Data in this exercise:
* * * *

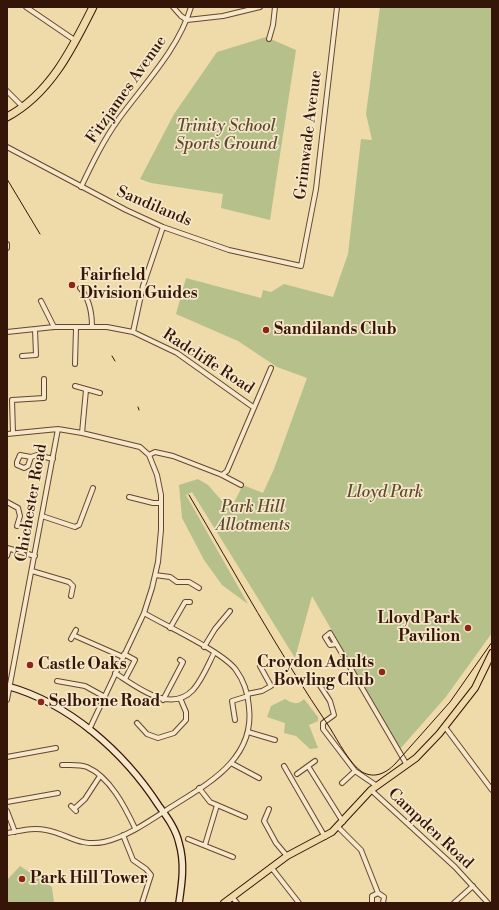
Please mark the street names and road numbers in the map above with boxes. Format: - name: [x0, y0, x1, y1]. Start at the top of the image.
- street label: Fitzjames Avenue: [83, 32, 171, 148]
- street label: Grimwade Avenue: [292, 69, 326, 201]
- street label: Sandilands: [114, 183, 194, 231]
- street label: Radcliffe Road: [159, 325, 257, 399]
- street label: Chichester Road: [12, 443, 52, 563]
- street label: Campden Road: [383, 785, 477, 873]

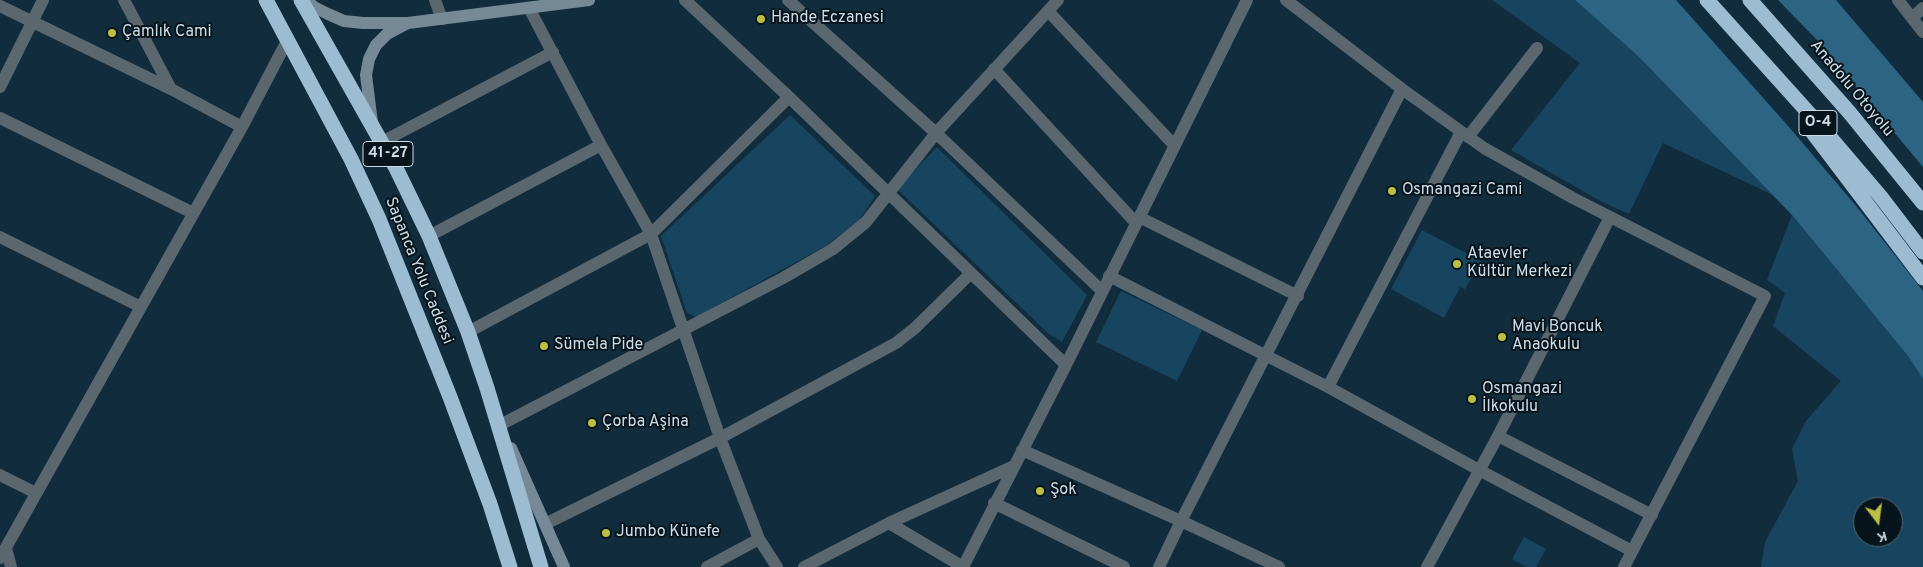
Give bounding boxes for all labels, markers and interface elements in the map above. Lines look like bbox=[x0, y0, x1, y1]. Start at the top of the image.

* * * *

Problem statement:
Set down the entries word for word, omitting all pictures.

Task result:
Please mark the street names and road numbers in the map above with boxes. Format: - name: [x0, y0, x1, y1]. Start at the top of the image.
- street label: Fitzjames Avenue: [83, 32, 171, 148]
- street label: Grimwade Avenue: [292, 69, 326, 201]
- street label: Sandilands: [114, 183, 194, 231]
- street label: Radcliffe Road: [159, 325, 257, 399]
- street label: Chichester Road: [12, 443, 52, 563]
- street label: Campden Road: [383, 785, 477, 873]

Give bounding boxes for all labels, markers and interface elements in the map above. Lines look like bbox=[x0, y0, x1, y1]. Start at the top of the image.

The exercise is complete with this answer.